Open wdcossey opened 9 months ago
Could you share the error returned from ADX?
Hi @AdrianStrugala
Here's part of the error:
Couldn't infer file schema. Error: Input (format: 'Avro') source cannot be read due to: 'Unrecognized Avro schema: '{"type":"array","items"
Give me a bit and I will send a code sample (with a full error).
Full error:
Couldn't infer file schema.

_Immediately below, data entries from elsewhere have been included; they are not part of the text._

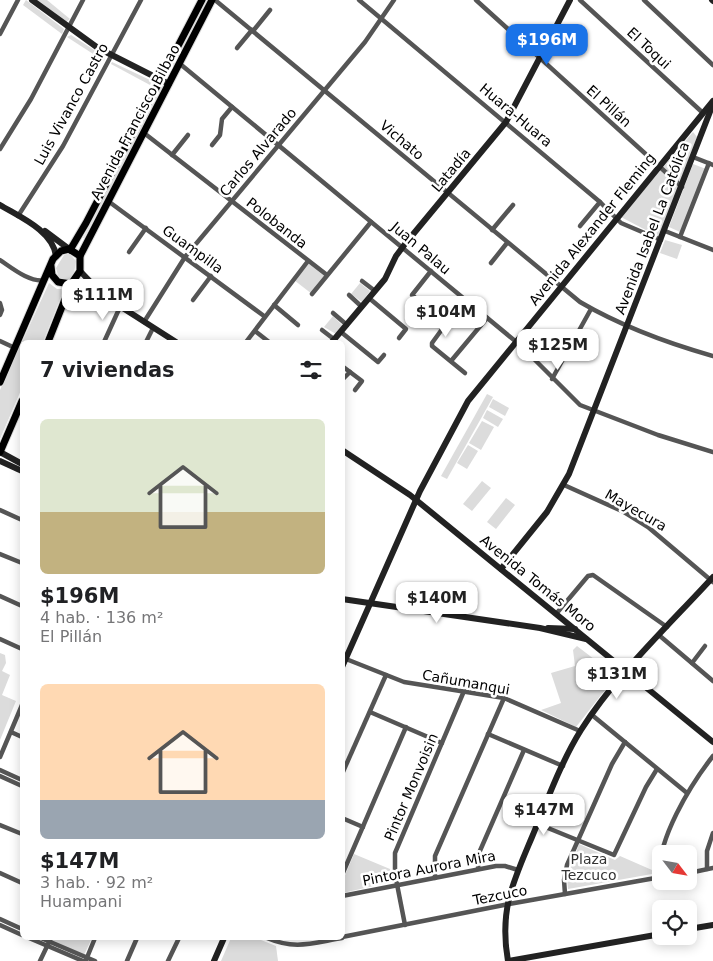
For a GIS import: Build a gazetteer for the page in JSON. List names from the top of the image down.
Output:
{
  "streets": {
    "main road": [
      "Avenida Francisco Bilbao",
      "Latadía",
      "Avenida Isabel La Católica",
      "Avenida Alexander Fleming",
      "Avenida Tomás Moro"
    ],
    "street": [
      "El Toqui",
      "Luis Vivanco Castro",
      "El Pillán",
      "Huara-Huara",
      "Vichato",
      "Carlos Alvarado",
      "Polobanda",
      "Juan Palau",
      "Guampilla",
      "Mayecura",
      "Cañumanqui",
      "Pintor Monvoisin",
      "Pintora Aurora Mira",
      "Tezcuco"
    ]
  },
  "crossings": [
    ["El Toqui", "Avenida Alexander Fleming"],
    ["El Pillán", "Latadía"],
    ["El Pillán", "Avenida Isabel La Católica"],
    ["El Pillán", "Avenida Alexander Fleming"],
    ["Huara-Huara", "Carlos Alvarado"],
    ["Huara-Huara", "Latadía"],
    ["Huara-Huara", "Avenida Isabel La Católica"],
    ["Huara-Huara", "Avenida Alexander Fleming"],
    ["Avenida Francisco Bilbao", "Vichato"],
    ["Avenida Francisco Bilbao", "Polobanda"],
    ["Avenida Francisco Bilbao", "Juan Palau"],
    ["Avenida Francisco Bilbao", "Guampilla"],
    ["Vichato", "Carlos Alvarado"],
    ["Vichato", "Latadía"],
    ["Vichato", "Avenida Isabel La Católica"],
    ["Vichato", "Avenida Alexander Fleming"],
    ["Carlos Alvarado", "Polobanda"],
    ["Carlos Alvarado", "Juan Palau"],
    ["Carlos Alvarado", "Guampilla"],
    ["Latadía", "Juan Palau"],
    ["Avenida Isabel La Católica", "Avenida Alexander Fleming"],
    ["Avenida Isabel La Católica", "Juan Palau"],
    ["Avenida Isabel La Católica", "Mayecura"],
    ["Avenida Isabel La Católica", "Avenida Tomás Moro"],
    ["Avenida Alexander Fleming", "Juan Palau"],
    ["Avenida Alexander Fleming", "Avenida Tomás Moro"],
    ["Cañumanqui", "Pintor Monvoisin"],
    ["Pintor Monvoisin", "Pintora Aurora Mira"],
    ["Pintor Monvoisin", "Tezcuco"]
  ],
  "parks": ["Plaza Tezcuco"],
  "north": "bottom right",
  "page": {
    "price": [
      "$196M",
      "$111M",
      "$104M",
      "$125M",
      "$140M",
      "$131M",
      "$147M"
    ],
    "heading": "7 viviendas",
    "list": [
      {
        "name": "$196M",
        "note": "4 hab. · 136 m² · El Pillán"
      },
      {
        "name": "$147M",
        "note": "3 hab. · 92 m² · Huampani"
      }
    ]
  }
}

Error: Input (format: 'Avro') source cannot be read due to: 'Unrecognized Avro schema: '.
{"type":"array","items":{"name":"SomeClass","namespace":"BogusData","type":"record","fields":[{"name":"Int32","type":"int"},{"name":"String","type":"string"},{"name":"Datetime","type":{"type":"long","logicalType":"timestamp-micros"}},{"name":"Decimal","type":{"type":"bytes","logicalType":"decimal","precision":28,"scale":18}}]}}
Test code:
var seqNum = 123;
var fakeItems = new Faker<SomeClass>()
.CustomInstantiator(f => new SomeClass(seqNum++))

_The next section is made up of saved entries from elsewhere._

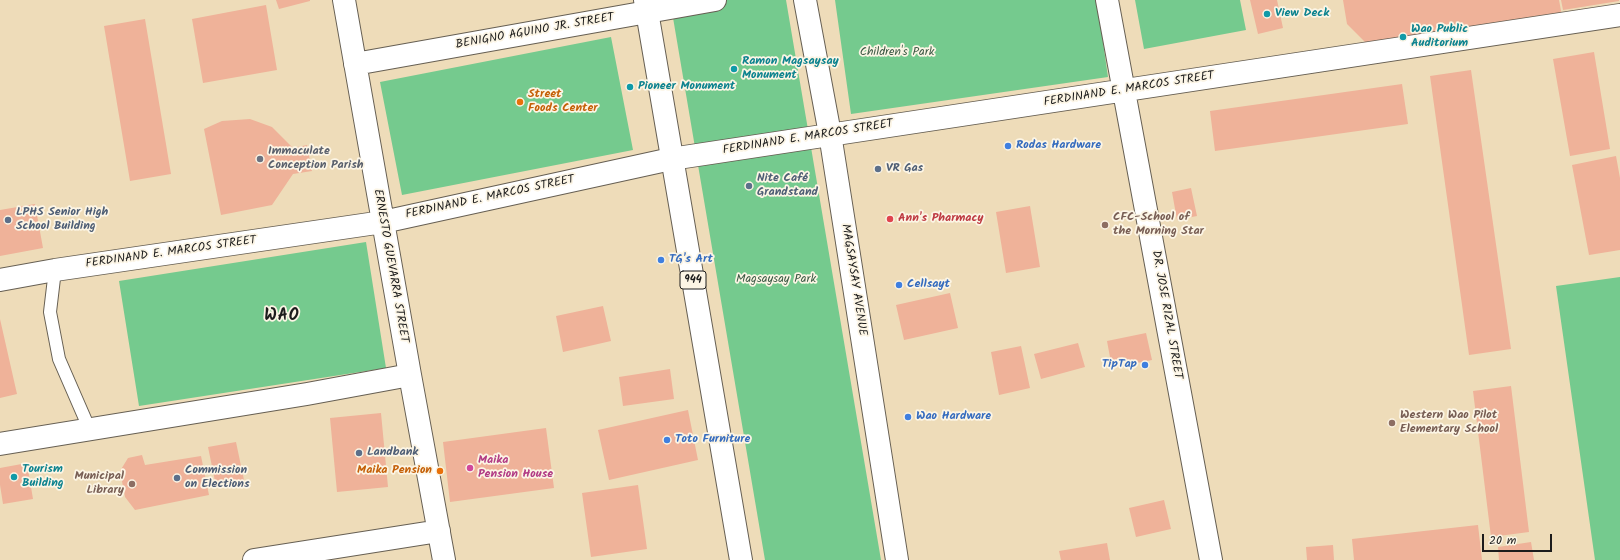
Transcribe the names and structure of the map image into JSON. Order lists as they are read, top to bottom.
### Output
{
  "streets": {
    "street": [
      "BENIGNO AGUINO JR. STREET",
      "FERDINAND E. MARCOS STREET",
      "ERNESTO GUEVARRA STREET",
      "944",
      "MAGSAYSAY AVENUE",
      "DR. JOSE RIZAL STREET"
    ]
  },
  "crossings": [
    ["BENIGNO AGUINO JR. STREET", "ERNESTO GUEVARRA STREET"],
    ["BENIGNO AGUINO JR. STREET", "944"],
    ["FERDINAND E. MARCOS STREET", "ERNESTO GUEVARRA STREET"],
    ["FERDINAND E. MARCOS STREET", "944"],
    ["FERDINAND E. MARCOS STREET", "MAGSAYSAY AVENUE"],
    ["FERDINAND E. MARCOS STREET", "DR. JOSE RIZAL STREET"]
  ],
  "districts": ["WAO"],
  "parks": ["Children's Park", "Magsaysay Park"],
  "places": [
    "View Deck",
    "Wao Public Auditorium",
    "Ramon Magsaysay Monument",
    "Pioneer Monument",
    "Street Foods Center",
    "Rodas Hardware",
    "Immaculate Conception Parish",
    "VR Gas",
    "Nite Café Grandstand",
    "Ann's Pharmacy",
    "LPHS Senior High School Building",
    "CFC-School of the Morning Star",
    "TG's Art",
    "Cellsayt",
    "TipTap",
    "Wao Hardware",
    "Western Wao Pilot Elementary School",
    "Toto Furniture",
    "Landbank",
    "Maika Pension House",
    "Maika Pension",
    "Tourism Building",
    "Commission on Elections",
    "Municipal Library"
  ],
  "scale_bar": "20 m"
}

.RuleFor(o => o.Decimal, f => f.Random.Decimal(1.1m, 999m))
.RuleFor(o => o.Datetime, f => f.Date.Recent())
.RuleFor(o => o.String, f => f.Random.String(4, 4)).Generate(10);
var result = AvroConvert.Serialize(fakeItems, CodecType.Null);
await File.WriteAllBytesAsync("somefilename.avro", result);
Class:
public class SomeClass
{
public int Int32 { get; }
public string String { get; set; }
public DateTime Datetime { get; set; }
[AvroDecimal(Precision = 28, Scale = 18)]
public decimal Decimal { get; set; }
public SomeClass(int seqNum)
{
Int32 = seqNum;
}
}
The schema is valid according to Avro specification. It looks like the problem is on ADX side. Could you report that to MS? I will take another look anyway, but I can't promise anything.
@AdrianStrugala I have resolved the issue, I will open a PR tomorrow [after I have done some additional testing].
You can have a look at the PR and approve it or use what is there to make a solution more to your liking.
The proposed solution will be a default behavior for V4.
I'm having issues with Azure ADX.
I would like to write data (1000s, 100000s records) to a file that will be pushed to Azure ADX for processing.
Whilst the library is simple enough to get working, Azure does not like the schema that is given.
I simply tried serializing a list of objects (say 2-10) and wrote that to a file and uploaded it, it failed.
Writing a single object does however work.
I also tried Merge, that also failed to work.
My understanding is that ADX doesn't understand the array data type.
Is what I'm attempting to do even possible? I wouldn't want to send 10,000 individual files.